## EXERCISE GOAL
Your answer is a copy of every line in the records where "Silverdale" appears.

[Stored data]
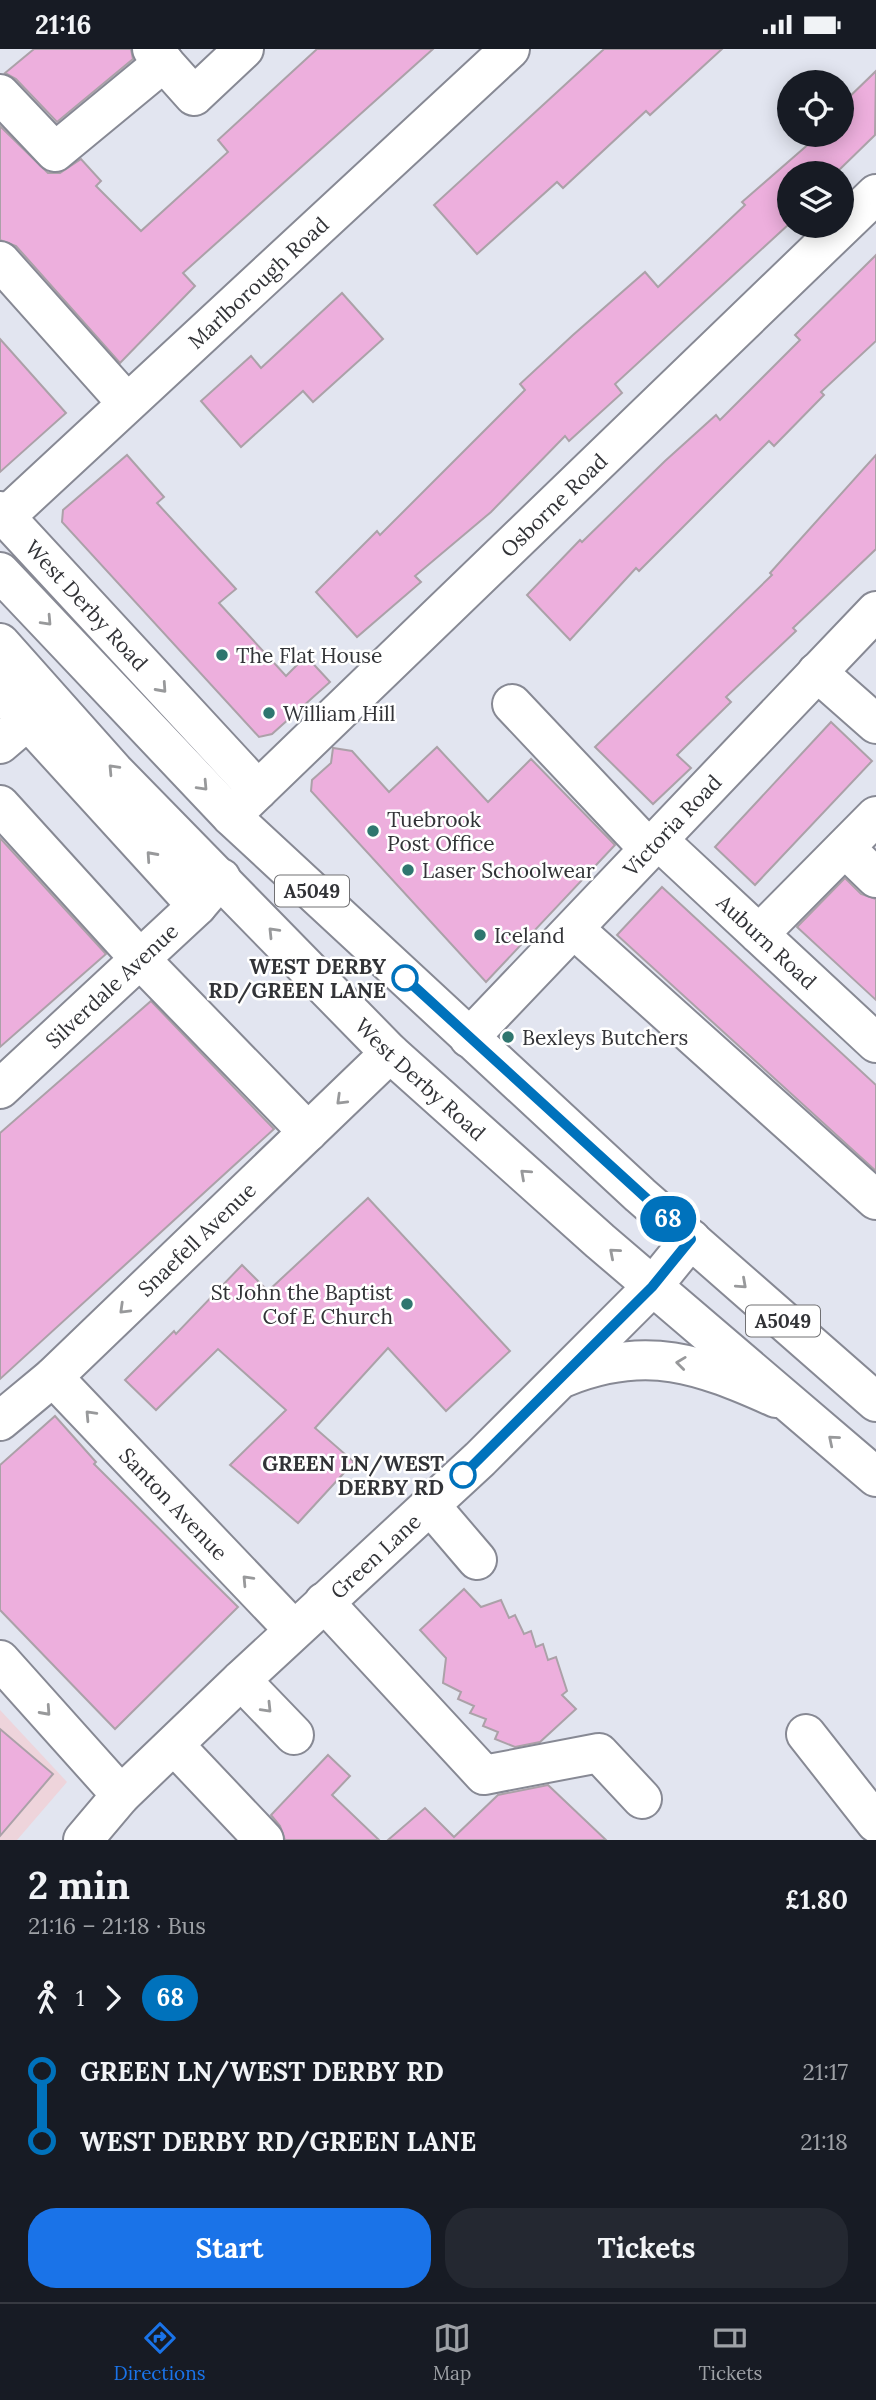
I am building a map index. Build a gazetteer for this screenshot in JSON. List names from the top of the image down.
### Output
{
  "streets": {
    "main road": [
      "Marlborough Road",
      "Osborne Road",
      "West Derby Road",
      "Victoria Road",
      "A5049",
      "Auburn Road",
      "Silverdale Avenue",
      "Snaefell Avenue",
      "Santon Avenue",
      "Green Lane"
    ]
  },
  "crossings": [
    ["Marlborough Road", "West Derby Road"],
    ["Osborne Road", "West Derby Road"],
    ["West Derby Road", "Victoria Road"],
    ["West Derby Road", "Silverdale Avenue"],
    ["West Derby Road", "Snaefell Avenue"],
    ["West Derby Road", "Green Lane"],
    ["Victoria Road", "Auburn Road"],
    ["Snaefell Avenue", "Santon Avenue"],
    ["Santon Avenue", "Green Lane"]
  ],
  "one_way": ["Snaefell Avenue"],
  "places": [
    "The Flat House",
    "William Hill",
    "Tuebrook Post Office",
    "Laser Schoolwear",
    "Iceland",
    "WEST DERBY RD/GREEN LANE",
    "Bexleys Butchers",
    "St John the Baptist Cof E Church",
    "GREEN LN/WEST DERBY RD"
  ],
  "lines": ["bus line 68"],
  "page": {
    "status": "21:16",
    "on_map": "68",
    "heading": ["2 min", "21:16 – 21:18 · Bus", "£1.80"],
    "legs": ["1", "68"],
    "list": [
      {
        "name": "GREEN LN/WEST DERBY RD",
        "value": "21:17"
      },
      {
        "name": "WEST DERBY RD/GREEN LANE",
        "value": "21:18"
      }
    ],
    "buttons": ["Start", "Tickets"],
    "tabs": ["Directions", "Map", "Tickets"]
  }
}
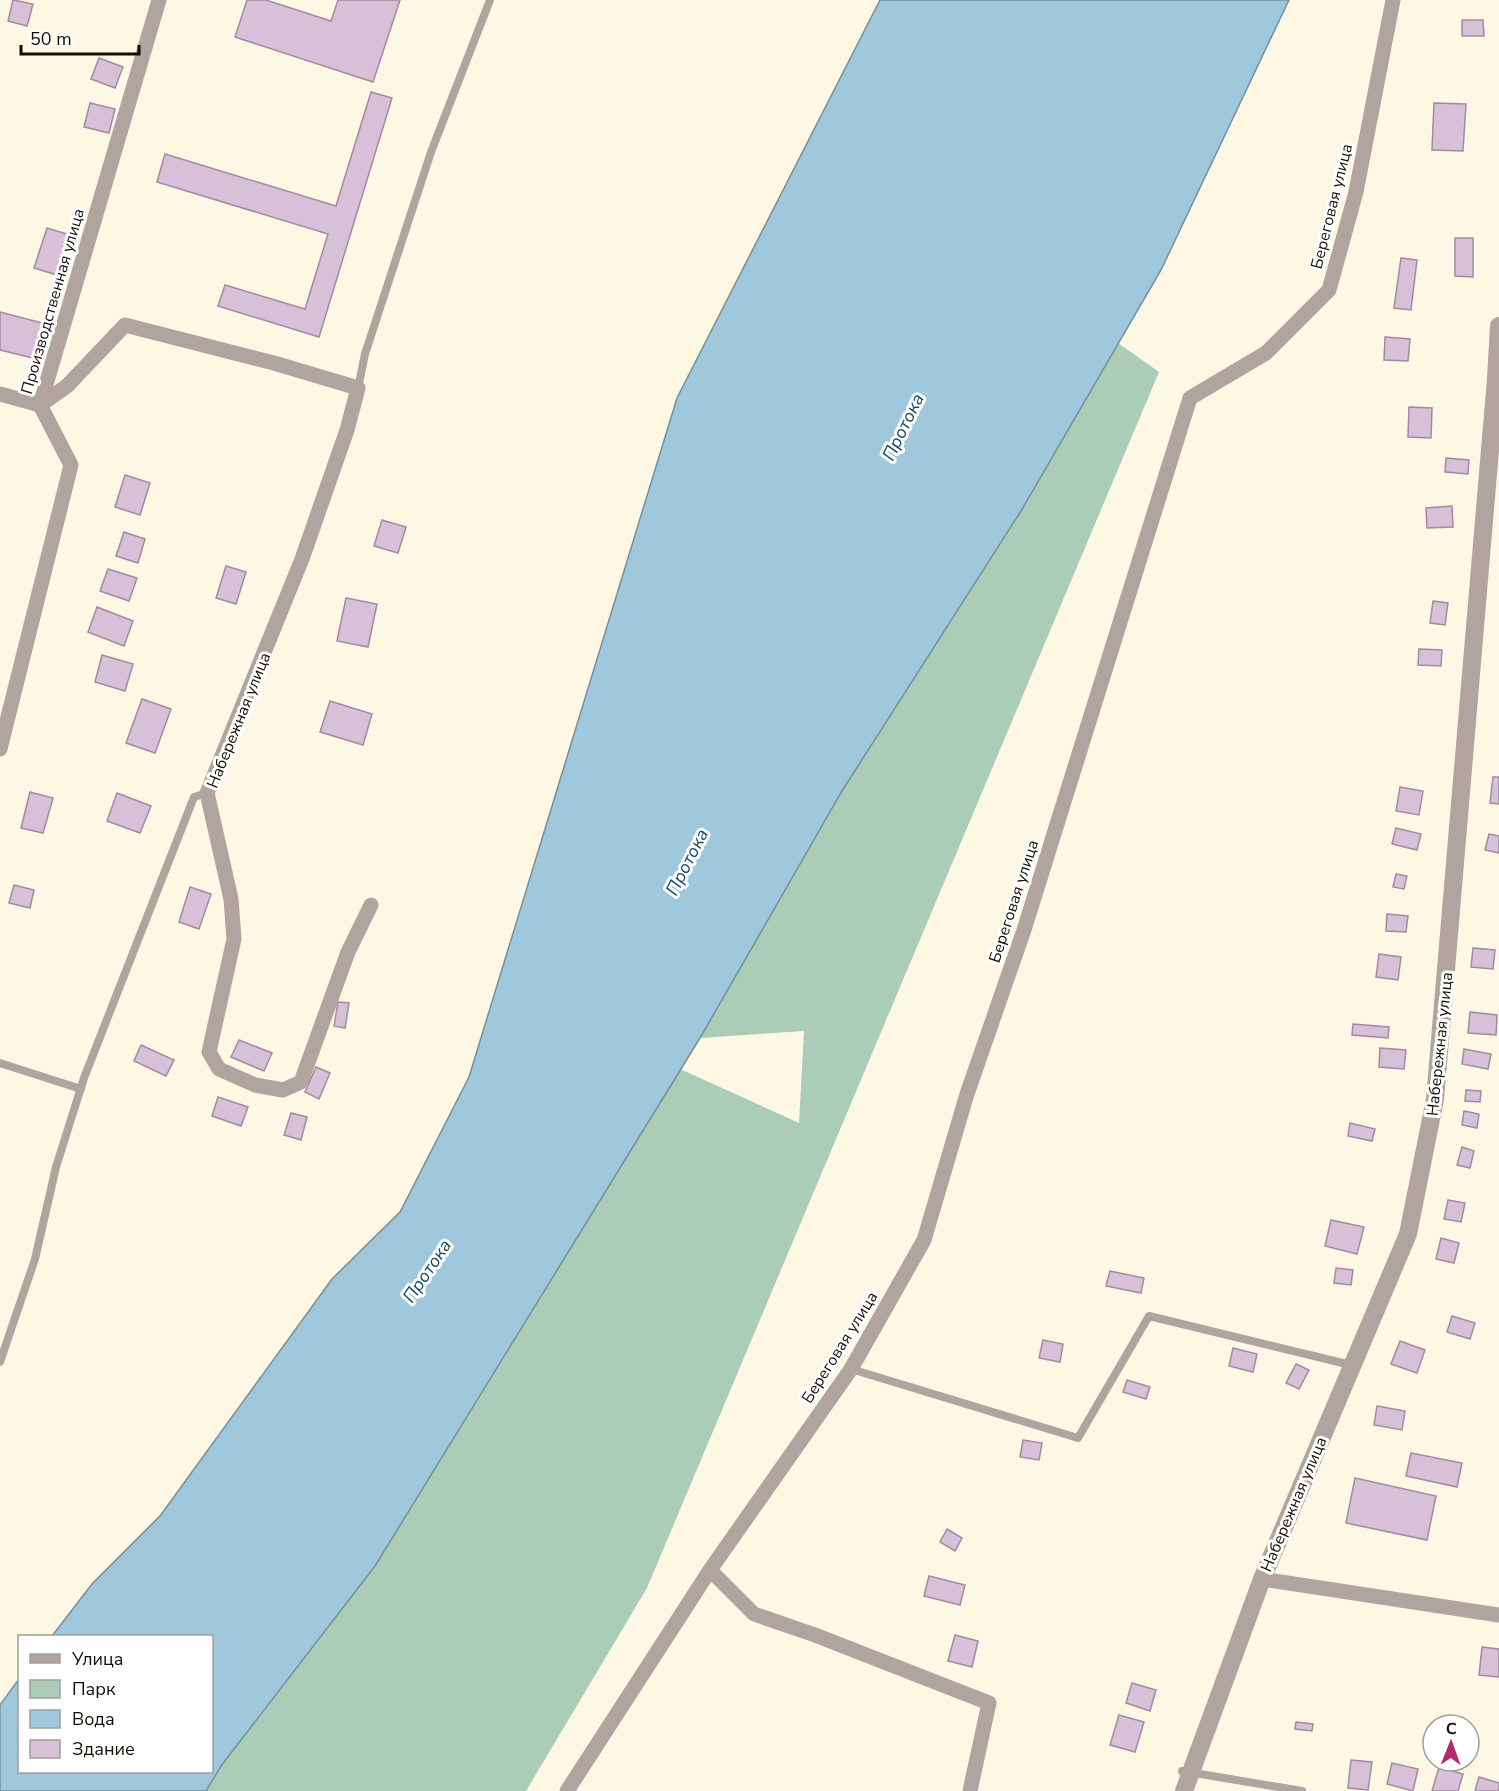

## EXERCISE ANSWER
      "Silverdale Avenue",
    ["West Derby Road", "Silverdale Avenue"],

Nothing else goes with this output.